We have already created a model and trained it (Notebook #1), tested it in another month (Notebook #2).

There's only one step left: actually using it to make predictions! This notebook does exactly that. Assumptions:

1. We have a saved model (which in fact is a pyspark.ml.PipelineModel) in Julio's HDFS home directory for the project (`"hdfs:///user/jsotovi2/pre2post/best_model_pre2post_yyyymmdd_hhmmss.sparkModel"`), where `yyyymmdd_hhmmss` is the datetime at which the model was saved.
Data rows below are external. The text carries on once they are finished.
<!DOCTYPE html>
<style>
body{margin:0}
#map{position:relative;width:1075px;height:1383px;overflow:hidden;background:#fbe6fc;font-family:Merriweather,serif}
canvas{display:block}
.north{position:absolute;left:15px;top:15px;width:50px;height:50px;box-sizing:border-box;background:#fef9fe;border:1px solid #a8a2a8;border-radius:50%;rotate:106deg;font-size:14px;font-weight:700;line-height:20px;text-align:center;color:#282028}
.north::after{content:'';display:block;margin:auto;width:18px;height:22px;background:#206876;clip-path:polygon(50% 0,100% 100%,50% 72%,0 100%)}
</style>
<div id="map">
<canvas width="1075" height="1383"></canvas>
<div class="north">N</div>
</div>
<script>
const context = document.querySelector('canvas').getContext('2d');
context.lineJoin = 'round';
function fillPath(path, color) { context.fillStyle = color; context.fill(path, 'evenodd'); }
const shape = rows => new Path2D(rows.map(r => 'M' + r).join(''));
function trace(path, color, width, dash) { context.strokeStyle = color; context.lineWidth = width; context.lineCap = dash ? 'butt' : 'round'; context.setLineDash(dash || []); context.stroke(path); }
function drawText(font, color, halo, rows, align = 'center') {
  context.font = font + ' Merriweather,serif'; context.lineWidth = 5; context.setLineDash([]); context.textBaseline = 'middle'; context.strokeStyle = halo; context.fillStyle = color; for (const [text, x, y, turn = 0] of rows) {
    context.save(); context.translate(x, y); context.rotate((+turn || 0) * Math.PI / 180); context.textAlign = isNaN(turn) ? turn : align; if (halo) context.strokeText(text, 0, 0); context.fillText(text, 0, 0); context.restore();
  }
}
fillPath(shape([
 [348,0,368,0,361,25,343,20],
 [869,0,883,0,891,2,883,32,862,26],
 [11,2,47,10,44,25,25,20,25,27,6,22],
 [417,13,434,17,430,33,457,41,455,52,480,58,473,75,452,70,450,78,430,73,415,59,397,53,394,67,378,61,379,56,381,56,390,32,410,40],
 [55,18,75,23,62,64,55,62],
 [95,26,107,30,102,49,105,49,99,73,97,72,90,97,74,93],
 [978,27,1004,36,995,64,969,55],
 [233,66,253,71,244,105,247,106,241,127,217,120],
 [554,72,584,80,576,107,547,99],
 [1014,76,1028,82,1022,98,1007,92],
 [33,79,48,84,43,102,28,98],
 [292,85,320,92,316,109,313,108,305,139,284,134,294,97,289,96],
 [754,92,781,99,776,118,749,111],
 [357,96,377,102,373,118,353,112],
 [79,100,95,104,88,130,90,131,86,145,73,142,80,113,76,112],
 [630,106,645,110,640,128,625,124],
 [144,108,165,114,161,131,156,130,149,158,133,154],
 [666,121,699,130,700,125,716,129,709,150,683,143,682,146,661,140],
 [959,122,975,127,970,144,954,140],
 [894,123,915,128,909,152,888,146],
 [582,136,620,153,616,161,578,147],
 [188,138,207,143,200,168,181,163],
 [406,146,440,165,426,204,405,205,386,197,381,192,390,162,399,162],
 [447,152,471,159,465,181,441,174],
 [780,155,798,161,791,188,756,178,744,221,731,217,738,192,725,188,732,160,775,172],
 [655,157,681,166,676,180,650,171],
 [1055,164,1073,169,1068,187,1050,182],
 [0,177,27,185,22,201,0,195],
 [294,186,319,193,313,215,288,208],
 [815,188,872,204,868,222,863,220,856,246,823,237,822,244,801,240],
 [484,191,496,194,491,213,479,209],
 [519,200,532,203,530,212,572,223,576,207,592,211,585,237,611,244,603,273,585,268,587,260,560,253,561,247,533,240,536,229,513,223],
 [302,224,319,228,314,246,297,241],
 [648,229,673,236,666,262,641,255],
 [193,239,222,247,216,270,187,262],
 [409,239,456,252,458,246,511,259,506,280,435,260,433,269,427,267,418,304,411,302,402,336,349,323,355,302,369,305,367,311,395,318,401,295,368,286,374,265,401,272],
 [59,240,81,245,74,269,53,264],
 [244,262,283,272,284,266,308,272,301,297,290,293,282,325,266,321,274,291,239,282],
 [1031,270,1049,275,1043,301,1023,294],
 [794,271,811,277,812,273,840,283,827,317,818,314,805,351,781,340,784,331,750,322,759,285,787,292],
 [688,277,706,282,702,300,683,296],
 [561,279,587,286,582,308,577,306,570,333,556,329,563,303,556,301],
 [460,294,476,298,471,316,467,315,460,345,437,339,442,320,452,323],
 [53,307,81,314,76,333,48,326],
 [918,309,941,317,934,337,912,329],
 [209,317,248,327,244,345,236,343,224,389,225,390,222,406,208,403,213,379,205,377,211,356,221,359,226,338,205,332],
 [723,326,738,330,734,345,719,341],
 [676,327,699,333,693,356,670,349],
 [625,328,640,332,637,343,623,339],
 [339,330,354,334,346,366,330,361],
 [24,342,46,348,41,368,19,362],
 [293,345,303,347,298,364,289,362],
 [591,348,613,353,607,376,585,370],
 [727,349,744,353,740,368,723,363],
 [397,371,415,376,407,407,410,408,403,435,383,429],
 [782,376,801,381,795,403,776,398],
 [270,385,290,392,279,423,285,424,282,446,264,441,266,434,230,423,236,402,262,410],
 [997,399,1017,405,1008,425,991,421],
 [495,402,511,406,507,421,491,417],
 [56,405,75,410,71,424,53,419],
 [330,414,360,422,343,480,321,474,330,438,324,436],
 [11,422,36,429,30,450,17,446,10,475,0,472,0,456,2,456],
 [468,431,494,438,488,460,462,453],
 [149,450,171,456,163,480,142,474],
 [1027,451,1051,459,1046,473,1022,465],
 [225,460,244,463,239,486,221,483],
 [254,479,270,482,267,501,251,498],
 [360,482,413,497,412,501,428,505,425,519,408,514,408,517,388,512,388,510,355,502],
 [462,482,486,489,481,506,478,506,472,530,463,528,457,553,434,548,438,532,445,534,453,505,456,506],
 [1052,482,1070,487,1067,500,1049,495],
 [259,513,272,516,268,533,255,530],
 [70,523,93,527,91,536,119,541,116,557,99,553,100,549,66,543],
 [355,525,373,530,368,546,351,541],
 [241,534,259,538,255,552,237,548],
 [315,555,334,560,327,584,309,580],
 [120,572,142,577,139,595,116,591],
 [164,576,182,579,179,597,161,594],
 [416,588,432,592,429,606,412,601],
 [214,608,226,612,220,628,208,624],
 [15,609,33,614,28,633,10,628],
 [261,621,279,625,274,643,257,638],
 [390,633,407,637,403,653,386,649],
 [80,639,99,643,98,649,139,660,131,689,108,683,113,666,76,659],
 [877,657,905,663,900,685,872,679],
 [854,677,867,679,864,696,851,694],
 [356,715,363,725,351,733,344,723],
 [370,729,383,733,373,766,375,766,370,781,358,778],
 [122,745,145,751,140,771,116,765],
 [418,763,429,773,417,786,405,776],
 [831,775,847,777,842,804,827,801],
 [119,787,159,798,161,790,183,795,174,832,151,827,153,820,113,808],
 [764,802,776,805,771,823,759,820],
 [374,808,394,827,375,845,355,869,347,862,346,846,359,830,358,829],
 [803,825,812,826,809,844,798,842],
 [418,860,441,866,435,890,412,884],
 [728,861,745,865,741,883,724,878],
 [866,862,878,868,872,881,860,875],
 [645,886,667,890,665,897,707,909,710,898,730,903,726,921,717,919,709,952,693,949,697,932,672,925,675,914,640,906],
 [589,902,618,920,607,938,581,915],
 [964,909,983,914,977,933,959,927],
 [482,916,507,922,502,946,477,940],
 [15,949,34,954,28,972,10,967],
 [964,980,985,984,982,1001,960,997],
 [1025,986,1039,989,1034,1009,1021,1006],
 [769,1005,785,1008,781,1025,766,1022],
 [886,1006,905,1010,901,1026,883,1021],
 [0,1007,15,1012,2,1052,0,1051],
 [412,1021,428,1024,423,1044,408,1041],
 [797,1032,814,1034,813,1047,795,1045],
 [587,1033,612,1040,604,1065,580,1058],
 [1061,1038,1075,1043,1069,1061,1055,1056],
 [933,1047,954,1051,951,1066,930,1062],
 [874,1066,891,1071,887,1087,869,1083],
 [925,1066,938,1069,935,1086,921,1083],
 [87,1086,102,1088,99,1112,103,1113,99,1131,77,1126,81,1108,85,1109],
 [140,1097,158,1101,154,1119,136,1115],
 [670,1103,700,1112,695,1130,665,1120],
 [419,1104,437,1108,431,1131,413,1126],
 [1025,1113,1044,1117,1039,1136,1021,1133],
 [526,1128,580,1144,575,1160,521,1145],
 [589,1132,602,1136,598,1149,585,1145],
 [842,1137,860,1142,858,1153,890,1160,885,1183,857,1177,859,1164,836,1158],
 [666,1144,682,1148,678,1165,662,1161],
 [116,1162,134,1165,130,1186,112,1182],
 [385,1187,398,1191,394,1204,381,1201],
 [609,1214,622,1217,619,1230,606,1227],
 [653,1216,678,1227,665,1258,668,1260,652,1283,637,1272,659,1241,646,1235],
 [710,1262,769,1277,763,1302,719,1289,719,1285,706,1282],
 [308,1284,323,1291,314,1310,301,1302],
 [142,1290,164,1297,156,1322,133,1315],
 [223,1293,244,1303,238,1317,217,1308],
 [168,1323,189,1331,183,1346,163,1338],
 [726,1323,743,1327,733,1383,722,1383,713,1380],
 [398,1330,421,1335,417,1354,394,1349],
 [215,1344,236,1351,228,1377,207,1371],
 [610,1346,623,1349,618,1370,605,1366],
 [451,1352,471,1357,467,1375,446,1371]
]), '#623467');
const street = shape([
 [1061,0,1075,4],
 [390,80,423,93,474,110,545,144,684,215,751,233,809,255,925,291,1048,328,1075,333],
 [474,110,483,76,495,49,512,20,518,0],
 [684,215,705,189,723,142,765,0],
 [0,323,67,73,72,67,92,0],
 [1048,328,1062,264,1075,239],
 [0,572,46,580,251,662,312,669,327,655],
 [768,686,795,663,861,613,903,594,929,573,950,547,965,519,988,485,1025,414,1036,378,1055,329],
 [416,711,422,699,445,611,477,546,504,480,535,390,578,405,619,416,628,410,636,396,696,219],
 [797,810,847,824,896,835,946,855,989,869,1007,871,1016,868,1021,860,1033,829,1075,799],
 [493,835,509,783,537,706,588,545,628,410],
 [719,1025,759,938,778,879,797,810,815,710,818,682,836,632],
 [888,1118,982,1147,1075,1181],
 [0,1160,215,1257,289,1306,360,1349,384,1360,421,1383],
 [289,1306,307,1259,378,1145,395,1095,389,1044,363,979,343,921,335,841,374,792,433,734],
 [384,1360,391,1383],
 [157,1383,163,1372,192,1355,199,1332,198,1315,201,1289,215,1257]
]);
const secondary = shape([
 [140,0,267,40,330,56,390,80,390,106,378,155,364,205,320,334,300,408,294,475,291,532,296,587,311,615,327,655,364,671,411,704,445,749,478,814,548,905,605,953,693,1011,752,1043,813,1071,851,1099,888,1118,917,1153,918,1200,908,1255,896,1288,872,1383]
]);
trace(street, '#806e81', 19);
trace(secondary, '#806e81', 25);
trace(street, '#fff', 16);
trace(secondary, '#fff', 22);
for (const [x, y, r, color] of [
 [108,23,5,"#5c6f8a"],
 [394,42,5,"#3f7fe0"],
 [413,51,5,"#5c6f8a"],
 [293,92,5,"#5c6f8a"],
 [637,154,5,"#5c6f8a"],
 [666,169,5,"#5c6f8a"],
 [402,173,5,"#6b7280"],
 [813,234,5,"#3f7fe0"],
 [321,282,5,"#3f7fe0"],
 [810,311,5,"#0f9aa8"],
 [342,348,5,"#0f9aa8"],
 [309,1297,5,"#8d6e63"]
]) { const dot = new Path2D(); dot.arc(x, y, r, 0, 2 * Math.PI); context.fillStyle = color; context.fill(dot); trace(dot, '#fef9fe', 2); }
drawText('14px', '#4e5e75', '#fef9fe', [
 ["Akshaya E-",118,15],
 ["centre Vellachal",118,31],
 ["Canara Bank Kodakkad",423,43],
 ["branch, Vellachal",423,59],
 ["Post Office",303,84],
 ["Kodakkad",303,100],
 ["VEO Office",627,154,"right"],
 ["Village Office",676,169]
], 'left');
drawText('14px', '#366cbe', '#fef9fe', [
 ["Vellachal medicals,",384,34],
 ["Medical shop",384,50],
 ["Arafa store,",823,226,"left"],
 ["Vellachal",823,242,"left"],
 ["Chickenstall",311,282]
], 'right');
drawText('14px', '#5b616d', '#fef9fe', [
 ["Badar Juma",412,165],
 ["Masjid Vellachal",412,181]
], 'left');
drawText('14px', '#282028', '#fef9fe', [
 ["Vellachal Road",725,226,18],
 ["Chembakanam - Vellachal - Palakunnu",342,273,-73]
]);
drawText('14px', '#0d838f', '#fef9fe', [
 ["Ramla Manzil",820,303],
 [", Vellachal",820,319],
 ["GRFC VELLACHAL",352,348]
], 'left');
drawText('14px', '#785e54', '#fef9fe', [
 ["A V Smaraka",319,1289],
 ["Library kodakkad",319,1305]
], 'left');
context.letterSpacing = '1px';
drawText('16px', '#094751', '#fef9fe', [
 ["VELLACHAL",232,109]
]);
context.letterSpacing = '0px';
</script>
By default, this code will always grab the latest model in presence of more than one.
2. The model scored well in Notebook #2, meaning that the `auc_test` variable >= $0.8$.
3. The following tables exist in Hive's metastore:
    + `raw_es.vf_pre_ac_final`
    + `raw_es.vf_pre_info_tarif`
4. Date and time clocks in the Spark driver are accurate. This is important because we rely heavilly on date in order to compute *which is the next month after the current one* and that sort of stuff.
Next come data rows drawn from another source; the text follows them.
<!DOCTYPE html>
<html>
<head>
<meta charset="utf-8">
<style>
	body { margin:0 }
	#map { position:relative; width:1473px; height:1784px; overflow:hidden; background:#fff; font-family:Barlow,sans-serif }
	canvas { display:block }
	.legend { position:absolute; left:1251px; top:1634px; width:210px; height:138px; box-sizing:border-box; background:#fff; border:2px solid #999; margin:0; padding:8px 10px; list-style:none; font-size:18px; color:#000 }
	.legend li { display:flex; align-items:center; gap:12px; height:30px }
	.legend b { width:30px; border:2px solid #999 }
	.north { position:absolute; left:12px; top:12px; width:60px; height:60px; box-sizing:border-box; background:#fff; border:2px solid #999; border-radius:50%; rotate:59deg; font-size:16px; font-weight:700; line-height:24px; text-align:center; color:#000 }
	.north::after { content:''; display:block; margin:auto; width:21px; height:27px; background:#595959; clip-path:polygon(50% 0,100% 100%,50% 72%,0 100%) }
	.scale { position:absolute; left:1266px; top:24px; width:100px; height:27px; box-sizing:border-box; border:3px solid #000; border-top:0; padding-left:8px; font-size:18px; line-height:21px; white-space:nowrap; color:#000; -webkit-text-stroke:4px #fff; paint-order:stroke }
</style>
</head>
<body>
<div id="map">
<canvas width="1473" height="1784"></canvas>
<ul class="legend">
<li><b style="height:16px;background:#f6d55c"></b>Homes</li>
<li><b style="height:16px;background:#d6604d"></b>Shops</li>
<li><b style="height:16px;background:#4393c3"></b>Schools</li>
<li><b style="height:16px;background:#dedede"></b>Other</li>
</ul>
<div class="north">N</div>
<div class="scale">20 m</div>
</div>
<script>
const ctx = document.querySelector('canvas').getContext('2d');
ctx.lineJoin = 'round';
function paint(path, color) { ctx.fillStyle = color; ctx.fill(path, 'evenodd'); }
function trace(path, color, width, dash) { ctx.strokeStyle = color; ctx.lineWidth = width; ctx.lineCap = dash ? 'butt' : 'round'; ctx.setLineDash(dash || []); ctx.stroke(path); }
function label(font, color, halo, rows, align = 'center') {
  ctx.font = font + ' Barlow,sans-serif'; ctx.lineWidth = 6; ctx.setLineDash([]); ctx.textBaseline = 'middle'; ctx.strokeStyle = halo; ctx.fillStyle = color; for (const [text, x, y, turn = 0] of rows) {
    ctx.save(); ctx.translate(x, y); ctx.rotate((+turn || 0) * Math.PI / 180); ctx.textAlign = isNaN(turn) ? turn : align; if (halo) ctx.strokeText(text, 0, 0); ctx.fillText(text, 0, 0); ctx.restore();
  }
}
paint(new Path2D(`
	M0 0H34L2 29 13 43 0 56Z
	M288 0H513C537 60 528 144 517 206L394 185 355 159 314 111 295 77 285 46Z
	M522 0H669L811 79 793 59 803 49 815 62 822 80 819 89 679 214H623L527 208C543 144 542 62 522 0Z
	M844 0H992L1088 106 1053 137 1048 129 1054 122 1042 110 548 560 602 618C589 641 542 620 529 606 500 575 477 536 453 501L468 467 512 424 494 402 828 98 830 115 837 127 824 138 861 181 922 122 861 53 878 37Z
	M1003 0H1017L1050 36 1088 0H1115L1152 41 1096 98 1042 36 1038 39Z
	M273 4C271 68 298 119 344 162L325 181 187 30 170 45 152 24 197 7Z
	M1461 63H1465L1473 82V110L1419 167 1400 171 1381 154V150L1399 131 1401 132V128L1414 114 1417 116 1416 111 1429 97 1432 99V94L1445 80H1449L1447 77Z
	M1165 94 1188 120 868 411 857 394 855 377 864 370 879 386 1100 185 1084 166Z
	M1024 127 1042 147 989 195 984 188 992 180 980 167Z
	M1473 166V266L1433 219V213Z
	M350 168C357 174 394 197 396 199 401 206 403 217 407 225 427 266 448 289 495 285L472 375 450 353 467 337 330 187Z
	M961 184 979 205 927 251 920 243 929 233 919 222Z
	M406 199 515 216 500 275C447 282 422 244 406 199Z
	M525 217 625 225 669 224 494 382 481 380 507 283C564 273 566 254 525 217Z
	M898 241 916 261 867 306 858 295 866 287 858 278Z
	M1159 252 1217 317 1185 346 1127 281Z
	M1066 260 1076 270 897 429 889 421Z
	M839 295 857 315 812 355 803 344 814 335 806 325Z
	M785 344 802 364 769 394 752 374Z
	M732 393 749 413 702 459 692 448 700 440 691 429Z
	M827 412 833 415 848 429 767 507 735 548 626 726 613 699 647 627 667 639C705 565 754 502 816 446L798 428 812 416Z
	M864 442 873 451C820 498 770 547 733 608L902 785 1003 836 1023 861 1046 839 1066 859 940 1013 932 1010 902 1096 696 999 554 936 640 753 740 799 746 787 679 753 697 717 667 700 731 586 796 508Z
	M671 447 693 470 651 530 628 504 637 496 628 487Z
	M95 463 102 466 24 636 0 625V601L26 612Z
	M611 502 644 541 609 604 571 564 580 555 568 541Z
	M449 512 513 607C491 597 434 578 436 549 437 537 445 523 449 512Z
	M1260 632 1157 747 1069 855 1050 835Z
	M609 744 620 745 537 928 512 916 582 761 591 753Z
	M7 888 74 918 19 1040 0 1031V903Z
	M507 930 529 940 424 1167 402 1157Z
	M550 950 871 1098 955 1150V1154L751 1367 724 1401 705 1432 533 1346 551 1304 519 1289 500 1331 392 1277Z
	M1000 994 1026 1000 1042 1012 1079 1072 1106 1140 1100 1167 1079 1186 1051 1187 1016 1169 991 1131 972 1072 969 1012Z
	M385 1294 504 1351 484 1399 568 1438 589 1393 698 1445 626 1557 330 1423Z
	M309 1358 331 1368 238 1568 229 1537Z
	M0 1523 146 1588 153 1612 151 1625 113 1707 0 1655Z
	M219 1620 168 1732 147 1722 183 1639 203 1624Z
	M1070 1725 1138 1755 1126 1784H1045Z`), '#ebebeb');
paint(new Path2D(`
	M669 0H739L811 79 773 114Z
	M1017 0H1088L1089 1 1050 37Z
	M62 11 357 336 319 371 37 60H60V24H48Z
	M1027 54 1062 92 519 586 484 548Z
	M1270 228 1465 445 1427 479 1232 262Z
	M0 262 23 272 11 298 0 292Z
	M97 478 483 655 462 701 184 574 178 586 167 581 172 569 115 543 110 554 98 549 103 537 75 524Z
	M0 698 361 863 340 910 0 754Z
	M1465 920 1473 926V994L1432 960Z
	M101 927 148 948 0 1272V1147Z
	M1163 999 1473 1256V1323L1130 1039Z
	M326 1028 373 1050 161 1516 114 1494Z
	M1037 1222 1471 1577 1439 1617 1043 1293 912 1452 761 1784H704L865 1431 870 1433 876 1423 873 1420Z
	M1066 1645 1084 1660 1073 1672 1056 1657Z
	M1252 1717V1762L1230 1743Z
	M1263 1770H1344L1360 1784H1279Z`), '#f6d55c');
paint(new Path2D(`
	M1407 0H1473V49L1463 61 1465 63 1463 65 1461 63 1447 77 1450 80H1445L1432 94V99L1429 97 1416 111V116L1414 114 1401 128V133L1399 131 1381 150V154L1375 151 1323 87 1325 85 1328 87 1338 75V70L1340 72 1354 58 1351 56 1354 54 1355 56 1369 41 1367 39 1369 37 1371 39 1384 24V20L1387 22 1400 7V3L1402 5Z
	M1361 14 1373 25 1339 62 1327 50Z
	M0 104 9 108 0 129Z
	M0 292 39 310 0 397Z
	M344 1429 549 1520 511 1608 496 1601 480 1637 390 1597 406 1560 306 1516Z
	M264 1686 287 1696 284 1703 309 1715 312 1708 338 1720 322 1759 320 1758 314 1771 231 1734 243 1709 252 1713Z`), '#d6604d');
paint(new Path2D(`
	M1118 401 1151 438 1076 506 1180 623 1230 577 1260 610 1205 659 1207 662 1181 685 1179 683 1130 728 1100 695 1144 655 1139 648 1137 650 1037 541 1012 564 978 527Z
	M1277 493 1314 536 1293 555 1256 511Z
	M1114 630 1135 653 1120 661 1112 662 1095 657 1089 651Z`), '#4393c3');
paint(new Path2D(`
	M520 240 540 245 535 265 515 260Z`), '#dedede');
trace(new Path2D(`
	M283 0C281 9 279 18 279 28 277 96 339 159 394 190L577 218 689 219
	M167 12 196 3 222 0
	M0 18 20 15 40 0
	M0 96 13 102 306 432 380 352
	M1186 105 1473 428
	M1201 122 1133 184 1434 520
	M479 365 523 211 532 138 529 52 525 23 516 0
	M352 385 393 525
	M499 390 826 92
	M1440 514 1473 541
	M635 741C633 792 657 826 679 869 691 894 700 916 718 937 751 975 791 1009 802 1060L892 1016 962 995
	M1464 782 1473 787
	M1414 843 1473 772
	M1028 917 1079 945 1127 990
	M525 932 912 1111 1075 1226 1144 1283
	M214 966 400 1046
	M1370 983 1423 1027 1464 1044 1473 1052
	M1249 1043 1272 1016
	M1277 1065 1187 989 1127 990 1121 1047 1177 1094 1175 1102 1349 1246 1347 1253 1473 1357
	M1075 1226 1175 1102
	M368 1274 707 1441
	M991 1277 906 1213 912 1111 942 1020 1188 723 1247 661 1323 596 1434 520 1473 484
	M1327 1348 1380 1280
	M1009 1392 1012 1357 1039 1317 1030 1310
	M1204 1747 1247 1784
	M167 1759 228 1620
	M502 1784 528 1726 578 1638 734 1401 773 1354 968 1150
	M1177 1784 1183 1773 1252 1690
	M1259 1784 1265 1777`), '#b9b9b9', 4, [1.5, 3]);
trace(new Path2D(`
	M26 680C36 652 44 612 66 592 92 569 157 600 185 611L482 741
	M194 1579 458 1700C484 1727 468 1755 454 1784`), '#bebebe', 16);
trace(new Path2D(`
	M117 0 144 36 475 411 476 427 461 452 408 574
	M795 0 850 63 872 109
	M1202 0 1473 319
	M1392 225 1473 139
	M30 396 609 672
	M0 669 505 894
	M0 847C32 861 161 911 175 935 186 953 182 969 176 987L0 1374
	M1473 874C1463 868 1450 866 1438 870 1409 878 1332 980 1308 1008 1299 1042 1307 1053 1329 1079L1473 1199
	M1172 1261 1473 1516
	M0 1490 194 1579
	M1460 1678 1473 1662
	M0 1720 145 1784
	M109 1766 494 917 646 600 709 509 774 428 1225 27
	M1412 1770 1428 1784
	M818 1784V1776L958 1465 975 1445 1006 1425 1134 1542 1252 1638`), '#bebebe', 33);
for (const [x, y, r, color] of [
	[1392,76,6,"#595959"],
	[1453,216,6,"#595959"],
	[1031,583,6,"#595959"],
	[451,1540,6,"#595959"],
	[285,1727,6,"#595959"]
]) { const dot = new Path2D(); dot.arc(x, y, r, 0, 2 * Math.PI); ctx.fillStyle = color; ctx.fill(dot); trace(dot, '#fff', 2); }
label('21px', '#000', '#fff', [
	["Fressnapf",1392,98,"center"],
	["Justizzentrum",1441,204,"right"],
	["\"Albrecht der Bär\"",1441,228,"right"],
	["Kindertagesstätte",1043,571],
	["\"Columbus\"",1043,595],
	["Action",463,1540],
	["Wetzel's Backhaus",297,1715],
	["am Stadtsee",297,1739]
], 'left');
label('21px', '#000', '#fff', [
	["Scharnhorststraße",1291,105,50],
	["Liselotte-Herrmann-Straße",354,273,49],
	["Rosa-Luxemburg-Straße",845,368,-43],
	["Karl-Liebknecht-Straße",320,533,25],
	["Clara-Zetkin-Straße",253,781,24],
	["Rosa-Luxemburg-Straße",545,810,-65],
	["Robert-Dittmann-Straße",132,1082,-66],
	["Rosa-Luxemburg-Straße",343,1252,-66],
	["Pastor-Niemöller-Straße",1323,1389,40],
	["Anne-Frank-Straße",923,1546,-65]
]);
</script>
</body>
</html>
With all that said, let's start:

## 1. The one and only line that we have to change between executions

To understand better the whole workflow:

1. We use historical data from one month (eg. 2017/04) to train a couple of models, and keep/save the best one (this is done in notebook #1, which you do not currently have). Once we have got a good model, we just save it to HDFS. This *does not has to happen every single month*; as long as the model is not extremely outated, there should be no need for running this all months.
2. We then use historical data from next month (2017/05) to get an unbiased measure on how good our saved model is. This should run all months; it is always important to keep track of model performance on a monthly basis.
3. Finally, in order to make predictions, we will use the most recent data to predict customer behaviour (notebook #3). This can be ran as many times as we want, when needed (usually once a month). This notebook does exactly that.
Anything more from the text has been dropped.